Le prurit anal est il un témoin de troubles de la continence et de l'évacuation? L. Siproudhis, C. Favreau, M. Éléouet
Introduction Le prurit est un symptôme anal fréquent insuffisamment évalué en terme de prévalence, d'association symptomatiques et de recours aux filières de soins. Le but de ce travail était de clarifier ces trois points par l'analyse prospective d'un questionnaire auto administré.
Patients et Méthodes Un questionnaire auto administré de 31 items a été envoyé un mois donné à un échantillon de la population française (N = 10 000 âgés de 15 ans au moins) : 7196 (3455 hommes, 3741 femmes) documents retournés ont été exploités après pondération de représentativité (redressement : âge sexe, individu et lieu d'habitation).

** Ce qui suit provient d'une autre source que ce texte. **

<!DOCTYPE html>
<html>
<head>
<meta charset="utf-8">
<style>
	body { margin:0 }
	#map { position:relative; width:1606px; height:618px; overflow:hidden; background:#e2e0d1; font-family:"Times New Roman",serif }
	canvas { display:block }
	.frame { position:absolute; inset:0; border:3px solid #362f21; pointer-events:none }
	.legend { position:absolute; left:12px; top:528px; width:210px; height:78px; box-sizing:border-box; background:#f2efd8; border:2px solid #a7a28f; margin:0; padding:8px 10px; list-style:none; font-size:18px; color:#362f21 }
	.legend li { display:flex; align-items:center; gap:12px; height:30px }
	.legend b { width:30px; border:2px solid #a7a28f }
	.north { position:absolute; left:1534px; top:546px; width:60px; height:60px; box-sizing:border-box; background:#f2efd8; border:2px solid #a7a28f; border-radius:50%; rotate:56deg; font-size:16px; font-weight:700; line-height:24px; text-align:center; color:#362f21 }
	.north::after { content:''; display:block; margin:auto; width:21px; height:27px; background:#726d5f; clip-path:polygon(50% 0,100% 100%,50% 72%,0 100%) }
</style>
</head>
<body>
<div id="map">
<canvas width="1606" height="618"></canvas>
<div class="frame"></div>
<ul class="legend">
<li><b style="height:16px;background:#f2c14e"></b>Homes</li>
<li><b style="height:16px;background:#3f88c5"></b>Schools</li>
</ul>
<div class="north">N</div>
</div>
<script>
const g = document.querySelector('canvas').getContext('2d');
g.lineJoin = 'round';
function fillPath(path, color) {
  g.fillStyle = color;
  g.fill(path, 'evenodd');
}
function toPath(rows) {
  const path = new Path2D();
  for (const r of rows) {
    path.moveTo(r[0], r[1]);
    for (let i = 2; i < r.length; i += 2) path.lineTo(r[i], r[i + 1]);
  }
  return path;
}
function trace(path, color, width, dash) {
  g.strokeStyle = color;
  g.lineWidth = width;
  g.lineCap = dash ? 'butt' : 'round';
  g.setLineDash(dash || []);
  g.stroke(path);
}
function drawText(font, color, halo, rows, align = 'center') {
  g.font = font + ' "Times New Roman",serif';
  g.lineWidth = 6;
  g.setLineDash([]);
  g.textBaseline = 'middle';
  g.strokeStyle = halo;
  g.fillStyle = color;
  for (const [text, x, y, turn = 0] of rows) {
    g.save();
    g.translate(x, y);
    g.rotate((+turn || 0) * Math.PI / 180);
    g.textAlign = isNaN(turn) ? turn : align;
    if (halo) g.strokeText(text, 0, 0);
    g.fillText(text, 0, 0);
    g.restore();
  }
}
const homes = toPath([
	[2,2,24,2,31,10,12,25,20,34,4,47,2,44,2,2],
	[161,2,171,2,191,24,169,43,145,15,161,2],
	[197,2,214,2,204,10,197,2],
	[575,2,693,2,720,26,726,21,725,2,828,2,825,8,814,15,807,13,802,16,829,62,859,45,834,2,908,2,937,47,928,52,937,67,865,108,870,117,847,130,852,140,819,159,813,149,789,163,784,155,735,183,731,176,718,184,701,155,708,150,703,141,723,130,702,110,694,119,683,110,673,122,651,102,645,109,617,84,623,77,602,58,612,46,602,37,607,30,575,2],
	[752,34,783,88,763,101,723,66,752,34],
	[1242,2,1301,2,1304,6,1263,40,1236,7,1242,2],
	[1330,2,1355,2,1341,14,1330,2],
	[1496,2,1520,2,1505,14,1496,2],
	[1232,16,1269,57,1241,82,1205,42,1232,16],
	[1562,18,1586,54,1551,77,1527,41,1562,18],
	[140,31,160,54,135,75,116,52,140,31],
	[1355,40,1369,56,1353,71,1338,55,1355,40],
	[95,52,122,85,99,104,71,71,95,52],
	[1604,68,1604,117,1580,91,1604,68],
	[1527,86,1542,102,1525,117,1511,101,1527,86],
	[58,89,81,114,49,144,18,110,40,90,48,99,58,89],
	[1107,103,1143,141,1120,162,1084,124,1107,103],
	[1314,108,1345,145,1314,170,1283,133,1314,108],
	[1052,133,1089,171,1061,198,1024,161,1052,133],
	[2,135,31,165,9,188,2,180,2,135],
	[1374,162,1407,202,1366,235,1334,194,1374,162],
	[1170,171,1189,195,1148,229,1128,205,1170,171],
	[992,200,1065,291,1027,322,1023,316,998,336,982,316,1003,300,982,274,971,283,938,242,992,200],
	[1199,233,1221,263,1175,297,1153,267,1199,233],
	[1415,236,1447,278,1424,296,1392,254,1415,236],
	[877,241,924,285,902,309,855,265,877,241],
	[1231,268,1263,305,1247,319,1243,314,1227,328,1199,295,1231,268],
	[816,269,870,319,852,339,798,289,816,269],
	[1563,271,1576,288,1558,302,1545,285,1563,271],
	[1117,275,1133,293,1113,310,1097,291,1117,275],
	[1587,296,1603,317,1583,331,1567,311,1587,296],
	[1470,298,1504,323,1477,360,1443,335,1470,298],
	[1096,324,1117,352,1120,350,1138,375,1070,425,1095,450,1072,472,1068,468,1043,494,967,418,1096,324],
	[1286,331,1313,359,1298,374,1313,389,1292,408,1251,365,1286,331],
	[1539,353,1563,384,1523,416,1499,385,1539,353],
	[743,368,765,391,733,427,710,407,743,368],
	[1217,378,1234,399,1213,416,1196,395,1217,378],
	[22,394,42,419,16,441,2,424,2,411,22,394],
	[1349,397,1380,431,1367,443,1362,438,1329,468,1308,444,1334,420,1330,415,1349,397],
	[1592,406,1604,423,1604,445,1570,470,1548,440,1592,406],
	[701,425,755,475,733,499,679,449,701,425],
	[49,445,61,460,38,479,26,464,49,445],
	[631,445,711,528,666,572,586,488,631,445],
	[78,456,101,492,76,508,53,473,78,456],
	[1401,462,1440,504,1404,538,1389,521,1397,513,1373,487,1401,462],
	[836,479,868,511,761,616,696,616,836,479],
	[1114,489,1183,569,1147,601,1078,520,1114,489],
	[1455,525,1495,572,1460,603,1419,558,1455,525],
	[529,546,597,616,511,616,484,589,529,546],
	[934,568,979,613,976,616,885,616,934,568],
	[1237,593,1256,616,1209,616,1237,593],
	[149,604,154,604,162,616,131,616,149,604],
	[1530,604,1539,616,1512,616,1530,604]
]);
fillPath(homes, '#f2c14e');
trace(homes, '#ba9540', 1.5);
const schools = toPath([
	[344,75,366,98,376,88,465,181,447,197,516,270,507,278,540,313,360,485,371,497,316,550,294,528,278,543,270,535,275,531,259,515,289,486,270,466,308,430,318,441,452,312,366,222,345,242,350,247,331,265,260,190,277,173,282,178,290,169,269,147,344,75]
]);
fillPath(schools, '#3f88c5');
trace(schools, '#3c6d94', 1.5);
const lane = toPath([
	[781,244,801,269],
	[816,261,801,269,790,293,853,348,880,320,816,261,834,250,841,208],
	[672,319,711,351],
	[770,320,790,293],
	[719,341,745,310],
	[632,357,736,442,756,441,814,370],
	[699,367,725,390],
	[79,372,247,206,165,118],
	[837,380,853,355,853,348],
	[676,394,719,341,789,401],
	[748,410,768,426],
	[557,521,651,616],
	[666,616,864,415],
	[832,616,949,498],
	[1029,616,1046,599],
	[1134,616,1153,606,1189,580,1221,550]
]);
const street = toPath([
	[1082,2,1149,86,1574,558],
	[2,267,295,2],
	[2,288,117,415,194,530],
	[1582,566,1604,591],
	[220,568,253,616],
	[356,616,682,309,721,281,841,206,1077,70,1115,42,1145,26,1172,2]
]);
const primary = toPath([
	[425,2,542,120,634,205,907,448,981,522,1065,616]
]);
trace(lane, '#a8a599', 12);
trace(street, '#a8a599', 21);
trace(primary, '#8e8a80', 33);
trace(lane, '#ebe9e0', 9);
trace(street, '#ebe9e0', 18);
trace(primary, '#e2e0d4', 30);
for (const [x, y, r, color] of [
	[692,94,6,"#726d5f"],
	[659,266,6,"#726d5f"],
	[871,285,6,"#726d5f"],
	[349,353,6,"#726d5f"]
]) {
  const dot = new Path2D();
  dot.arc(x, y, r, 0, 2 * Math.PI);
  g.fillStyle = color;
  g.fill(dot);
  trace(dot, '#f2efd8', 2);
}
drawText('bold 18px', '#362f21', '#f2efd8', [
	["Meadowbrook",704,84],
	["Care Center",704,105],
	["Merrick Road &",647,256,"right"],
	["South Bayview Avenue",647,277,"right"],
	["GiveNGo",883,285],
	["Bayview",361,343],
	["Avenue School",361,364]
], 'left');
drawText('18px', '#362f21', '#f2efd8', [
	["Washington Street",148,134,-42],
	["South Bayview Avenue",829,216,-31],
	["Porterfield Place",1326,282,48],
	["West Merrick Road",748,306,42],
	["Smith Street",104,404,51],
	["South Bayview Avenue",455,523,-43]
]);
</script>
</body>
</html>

Résultats Au cours des 12 mois qui ont précédé le questionnaire, 1544 personnes (21,5%) ont souffert d'un prurit anal. D'autres symptômes y étaient associés : douleur défécatoire (N = 885) saignement (N = 801), constipation d'évacuation ou incontinence (N = 1091). Lorsqu'ils étaient comparés aux sujets sans symptôme proctologique (N = 3996), les personnes souffrant d'un prurit rapportaient plus souvent des selles dures (19,3% versus 3,6% ; p<0,01) ou au contraire liquides (16,5% versus 7,7% ; p<0,01) et des difficultés à évacuer imposant des manœuvres endo-anales défécatoires (11,9% versus 0,1% ; p<0,01). Ils appartenaient à un milieu professionnel plus élevé (haut ou intermédiaire : 22,9% versus 16,1% ; p<0,01) et étaient moins fréquemment à la retraite (41% versus 48,2%, p<0,01). Ils vivaient plus souvent en région parisienne (18,9% versus 14,8% ; p<0,01) et moins souvent à la campagne (22,6% versus 27,2% ; p<0,01). Le prurit anal était la plainte proctologique dominante chez 508 personnes : 73,6% et 35,7% en souffraient depuis au moins 1 et 5 ans respectivement. Quand ils étaient comparés à ceux dont la plainte dominante proctologique était d'autre nature (N = 2036), les personnes souffrant d'un prurit avaient moins souvent recours à une demande de soins (34,8% versus 43,3% ; p<0,01, nombre moyen de consultations annuelles : 1,56±0,88 versus 2,80±2,99 p<0,01). Leur propre perception des facteurs déclenchants étaient moins souvent d'ordre obstétrical et plus souvent d'ordre alimentaire notamment pour les plats épicés (32,2% versus 23,0% ; p<0,01).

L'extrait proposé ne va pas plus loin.